DATASET EXTRACT
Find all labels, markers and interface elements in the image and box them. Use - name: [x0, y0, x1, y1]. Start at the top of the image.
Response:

* * *

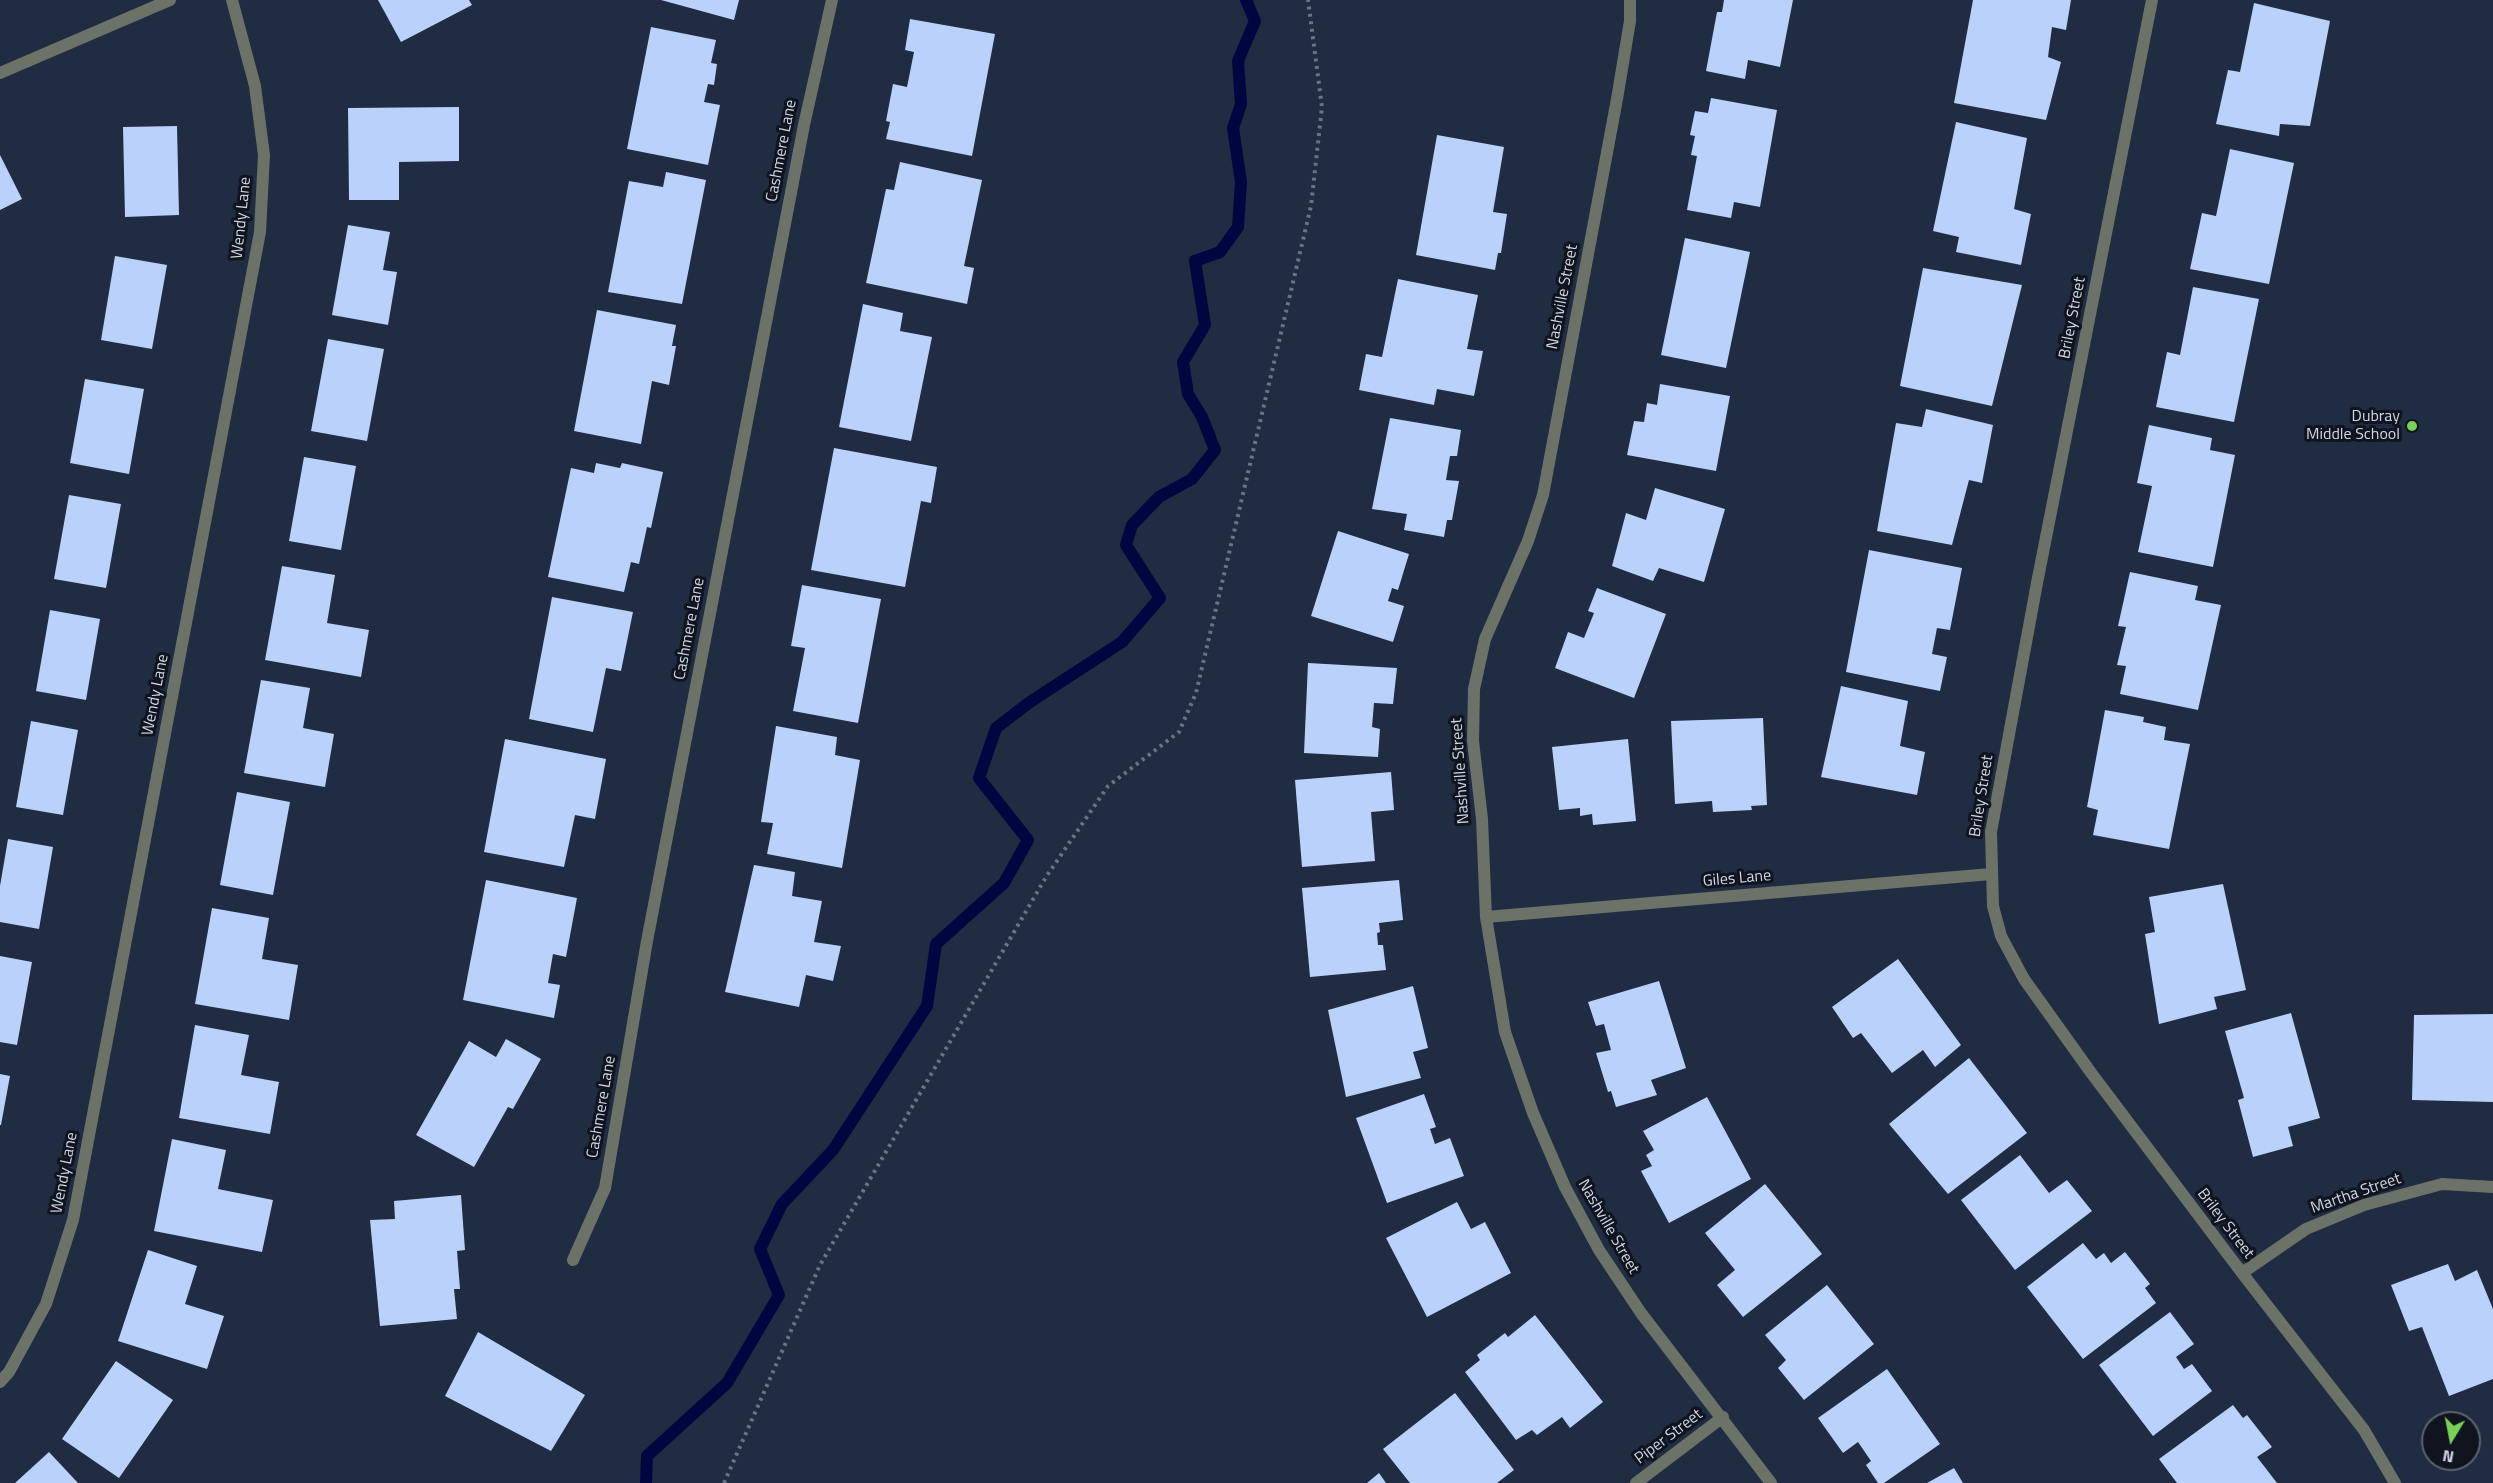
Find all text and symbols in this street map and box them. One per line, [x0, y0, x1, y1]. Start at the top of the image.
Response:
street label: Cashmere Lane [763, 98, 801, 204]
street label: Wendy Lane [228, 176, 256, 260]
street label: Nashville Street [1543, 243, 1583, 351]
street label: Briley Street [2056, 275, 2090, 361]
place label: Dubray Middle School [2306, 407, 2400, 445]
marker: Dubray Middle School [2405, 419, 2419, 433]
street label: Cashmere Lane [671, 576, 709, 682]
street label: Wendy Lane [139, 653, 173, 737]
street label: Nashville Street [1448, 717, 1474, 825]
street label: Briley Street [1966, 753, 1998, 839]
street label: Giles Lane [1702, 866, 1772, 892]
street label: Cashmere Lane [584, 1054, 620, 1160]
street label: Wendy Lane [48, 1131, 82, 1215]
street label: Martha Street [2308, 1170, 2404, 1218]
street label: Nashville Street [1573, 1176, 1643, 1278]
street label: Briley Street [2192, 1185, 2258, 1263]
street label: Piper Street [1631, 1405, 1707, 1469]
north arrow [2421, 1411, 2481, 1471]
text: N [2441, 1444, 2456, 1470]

PROBLEM DESCRIPTION
In the entries above, how many lines hold the word "image"? Answer with the number only.

TASK RESPONSE
2